There has always been something of a paradox over the word ‘strategic’ in the title of the Strategic Rail Authority. Strategic implies planning, taking a long view and determining priorities. But in its directions and guidance, the SRA has a specific remit to encourage private involvement in the industry and that means open up the rail industry to free market forces, which are unpredictable and do not necessarily fit in with the organisation’s policies.
Trying to find the right levers to set the framework of the industry without putting off private investors is probably the central task of the SRA. It is not easy and this is highlighted by the highly critical report of the National Audit Office on rolling stock.
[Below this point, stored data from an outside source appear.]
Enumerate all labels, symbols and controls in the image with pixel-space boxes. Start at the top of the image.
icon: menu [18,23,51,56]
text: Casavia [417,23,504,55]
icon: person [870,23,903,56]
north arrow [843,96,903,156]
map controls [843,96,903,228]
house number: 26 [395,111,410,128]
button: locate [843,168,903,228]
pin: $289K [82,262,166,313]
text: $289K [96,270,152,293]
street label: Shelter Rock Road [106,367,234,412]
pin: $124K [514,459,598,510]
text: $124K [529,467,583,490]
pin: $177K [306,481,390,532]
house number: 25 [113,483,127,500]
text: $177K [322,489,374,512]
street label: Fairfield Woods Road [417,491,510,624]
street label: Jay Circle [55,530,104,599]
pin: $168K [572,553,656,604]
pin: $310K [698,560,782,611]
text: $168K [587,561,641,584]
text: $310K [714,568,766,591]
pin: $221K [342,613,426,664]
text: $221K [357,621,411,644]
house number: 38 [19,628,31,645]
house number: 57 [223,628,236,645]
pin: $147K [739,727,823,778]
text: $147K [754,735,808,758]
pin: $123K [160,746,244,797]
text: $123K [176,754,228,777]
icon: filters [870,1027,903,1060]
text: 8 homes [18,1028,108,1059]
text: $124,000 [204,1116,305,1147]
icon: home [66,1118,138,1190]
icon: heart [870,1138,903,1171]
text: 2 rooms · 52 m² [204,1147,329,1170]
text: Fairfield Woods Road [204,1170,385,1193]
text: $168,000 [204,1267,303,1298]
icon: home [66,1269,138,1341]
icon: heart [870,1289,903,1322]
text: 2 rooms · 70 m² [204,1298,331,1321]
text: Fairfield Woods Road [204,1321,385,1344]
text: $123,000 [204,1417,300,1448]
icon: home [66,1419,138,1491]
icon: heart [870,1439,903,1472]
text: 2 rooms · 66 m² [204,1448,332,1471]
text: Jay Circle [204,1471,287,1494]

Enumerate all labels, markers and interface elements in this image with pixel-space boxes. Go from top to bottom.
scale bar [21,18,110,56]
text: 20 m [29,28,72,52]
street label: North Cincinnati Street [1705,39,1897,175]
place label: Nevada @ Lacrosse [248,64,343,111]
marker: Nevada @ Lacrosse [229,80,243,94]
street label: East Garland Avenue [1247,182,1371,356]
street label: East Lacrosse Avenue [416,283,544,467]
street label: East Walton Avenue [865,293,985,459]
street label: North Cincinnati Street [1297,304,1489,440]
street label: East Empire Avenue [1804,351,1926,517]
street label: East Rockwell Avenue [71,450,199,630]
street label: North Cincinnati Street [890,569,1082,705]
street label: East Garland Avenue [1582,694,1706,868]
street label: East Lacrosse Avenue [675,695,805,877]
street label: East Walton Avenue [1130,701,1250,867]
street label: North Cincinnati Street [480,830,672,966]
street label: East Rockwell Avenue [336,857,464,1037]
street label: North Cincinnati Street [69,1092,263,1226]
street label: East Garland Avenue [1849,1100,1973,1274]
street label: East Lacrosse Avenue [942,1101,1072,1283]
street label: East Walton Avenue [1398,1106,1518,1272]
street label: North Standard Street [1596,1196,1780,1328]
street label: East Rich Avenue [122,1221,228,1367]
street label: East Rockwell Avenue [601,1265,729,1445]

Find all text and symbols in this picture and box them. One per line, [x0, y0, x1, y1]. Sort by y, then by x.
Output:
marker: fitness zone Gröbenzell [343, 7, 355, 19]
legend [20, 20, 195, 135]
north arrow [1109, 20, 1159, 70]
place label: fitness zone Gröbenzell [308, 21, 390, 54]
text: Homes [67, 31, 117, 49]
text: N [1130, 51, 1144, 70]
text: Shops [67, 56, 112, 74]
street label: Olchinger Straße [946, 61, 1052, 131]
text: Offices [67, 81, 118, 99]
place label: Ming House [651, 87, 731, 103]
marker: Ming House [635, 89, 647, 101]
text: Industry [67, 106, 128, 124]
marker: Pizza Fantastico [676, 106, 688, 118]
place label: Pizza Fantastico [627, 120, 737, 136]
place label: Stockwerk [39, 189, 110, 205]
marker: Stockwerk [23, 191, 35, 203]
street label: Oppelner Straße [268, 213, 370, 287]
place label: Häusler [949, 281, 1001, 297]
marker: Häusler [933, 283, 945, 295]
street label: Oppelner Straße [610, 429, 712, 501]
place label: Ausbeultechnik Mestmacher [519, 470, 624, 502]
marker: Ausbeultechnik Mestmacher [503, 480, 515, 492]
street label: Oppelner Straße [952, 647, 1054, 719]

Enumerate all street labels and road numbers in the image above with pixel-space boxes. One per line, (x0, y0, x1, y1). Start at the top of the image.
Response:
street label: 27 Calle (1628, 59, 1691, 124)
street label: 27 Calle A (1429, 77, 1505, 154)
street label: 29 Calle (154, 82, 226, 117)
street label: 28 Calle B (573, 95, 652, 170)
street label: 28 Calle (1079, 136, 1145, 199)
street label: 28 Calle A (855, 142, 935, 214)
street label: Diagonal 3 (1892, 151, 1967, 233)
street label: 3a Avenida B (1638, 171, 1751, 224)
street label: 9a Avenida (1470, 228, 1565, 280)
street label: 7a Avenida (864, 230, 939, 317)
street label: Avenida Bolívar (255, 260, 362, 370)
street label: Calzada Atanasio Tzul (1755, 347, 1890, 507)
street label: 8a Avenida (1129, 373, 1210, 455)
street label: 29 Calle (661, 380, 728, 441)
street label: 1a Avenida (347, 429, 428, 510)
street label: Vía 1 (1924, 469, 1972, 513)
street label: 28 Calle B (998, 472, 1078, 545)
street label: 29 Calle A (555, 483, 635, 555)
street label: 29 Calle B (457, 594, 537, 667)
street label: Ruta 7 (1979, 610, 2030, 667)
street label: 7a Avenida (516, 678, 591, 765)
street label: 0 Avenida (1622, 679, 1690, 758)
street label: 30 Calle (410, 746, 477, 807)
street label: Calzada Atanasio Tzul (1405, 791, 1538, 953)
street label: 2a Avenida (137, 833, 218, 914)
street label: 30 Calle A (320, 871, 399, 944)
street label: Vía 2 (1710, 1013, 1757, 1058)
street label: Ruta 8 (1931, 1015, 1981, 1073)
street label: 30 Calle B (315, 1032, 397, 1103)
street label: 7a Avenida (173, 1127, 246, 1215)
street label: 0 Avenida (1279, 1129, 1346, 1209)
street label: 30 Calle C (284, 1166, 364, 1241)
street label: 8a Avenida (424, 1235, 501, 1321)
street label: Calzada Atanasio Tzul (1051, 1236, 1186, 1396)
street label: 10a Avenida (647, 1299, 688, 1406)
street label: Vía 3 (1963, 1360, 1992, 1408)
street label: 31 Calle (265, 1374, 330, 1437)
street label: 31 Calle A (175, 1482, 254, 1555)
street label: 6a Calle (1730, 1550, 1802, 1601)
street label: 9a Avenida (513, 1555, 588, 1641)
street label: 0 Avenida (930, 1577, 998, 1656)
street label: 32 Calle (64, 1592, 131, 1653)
Indeed, purchase of trains is one of the few ways in which the industry has managed to attract considerable amounts of private investment and therefore it is not surprising that the SRA is a bit nervous about upsetting the private sector applecart.
However, according to the NAO, it certainly does not seem to have got the balance right. Indeed, given that the tone of these reports is always tempered by the fact that any organisation subject to criticism is shown a draft before publication, the SRA comes in for one hell of a pasting.
The NAO highlights the fact that the SRA was given a clear strategic role in respect of rolling stock but suggests that it has not managed to carry out that task effectively. For example, nearly all the train operators complain that the SRA failed to share good practice or lessons learned on the introduction of new trains: ‘during our study, we did not identify any evidence of the SRA exploiting its strategic position in the industry to identify and disseminate best practice in the introduction of new trains’. The SRA pointed to two examples, C2C and South East where it had helped to improve the industry’s understanding of the contractual problems, but clearly the NAO was not convinced that the organisation was doing enough in this respect.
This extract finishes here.